Below are some records. How many of their lines contain the string "above"? Answer with the number alone.

__Stored data__
_ _ _ _ _

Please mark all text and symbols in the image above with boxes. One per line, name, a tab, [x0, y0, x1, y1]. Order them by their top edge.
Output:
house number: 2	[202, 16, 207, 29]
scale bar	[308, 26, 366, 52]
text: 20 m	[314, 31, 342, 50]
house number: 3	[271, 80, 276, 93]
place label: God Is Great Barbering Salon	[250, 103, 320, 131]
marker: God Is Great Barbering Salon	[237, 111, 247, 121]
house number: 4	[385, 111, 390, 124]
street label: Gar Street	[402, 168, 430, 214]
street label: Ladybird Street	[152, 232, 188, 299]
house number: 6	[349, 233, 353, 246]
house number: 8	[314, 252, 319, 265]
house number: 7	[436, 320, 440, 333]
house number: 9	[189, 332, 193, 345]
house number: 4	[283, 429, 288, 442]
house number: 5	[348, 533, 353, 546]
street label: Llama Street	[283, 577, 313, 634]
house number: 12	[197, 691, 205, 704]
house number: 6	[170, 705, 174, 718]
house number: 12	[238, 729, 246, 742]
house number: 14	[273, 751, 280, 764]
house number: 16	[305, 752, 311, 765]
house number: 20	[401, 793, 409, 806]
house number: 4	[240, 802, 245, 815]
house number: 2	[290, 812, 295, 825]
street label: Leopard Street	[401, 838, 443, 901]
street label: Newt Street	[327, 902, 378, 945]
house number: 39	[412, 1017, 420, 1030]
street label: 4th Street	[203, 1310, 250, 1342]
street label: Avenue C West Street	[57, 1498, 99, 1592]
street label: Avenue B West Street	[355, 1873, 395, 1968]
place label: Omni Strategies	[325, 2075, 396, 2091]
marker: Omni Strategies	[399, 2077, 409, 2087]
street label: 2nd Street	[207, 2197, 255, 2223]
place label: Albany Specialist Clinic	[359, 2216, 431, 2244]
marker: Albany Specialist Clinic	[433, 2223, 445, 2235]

_ _ _ _ _

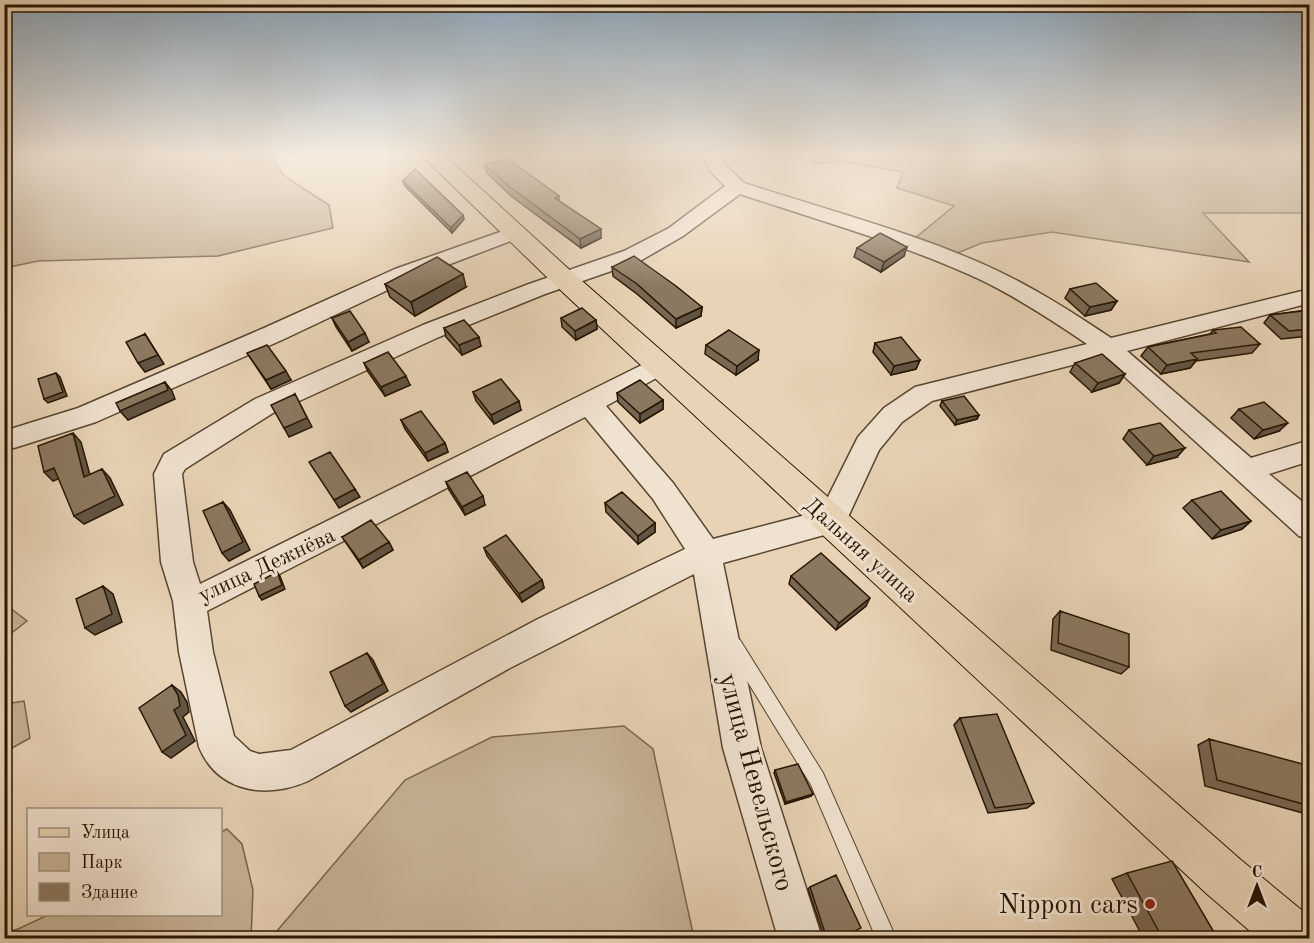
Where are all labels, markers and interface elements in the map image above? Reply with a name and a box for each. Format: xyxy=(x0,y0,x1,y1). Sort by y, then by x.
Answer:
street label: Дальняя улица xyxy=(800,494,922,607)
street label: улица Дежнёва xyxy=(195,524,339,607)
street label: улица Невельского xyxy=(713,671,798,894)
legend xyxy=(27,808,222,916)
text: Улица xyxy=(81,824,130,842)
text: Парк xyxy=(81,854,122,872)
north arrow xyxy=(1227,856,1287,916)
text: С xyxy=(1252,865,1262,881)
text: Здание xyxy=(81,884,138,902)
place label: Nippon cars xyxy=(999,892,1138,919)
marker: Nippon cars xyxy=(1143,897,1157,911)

_ _ _ _ _

__YOUR RESPONSE__
2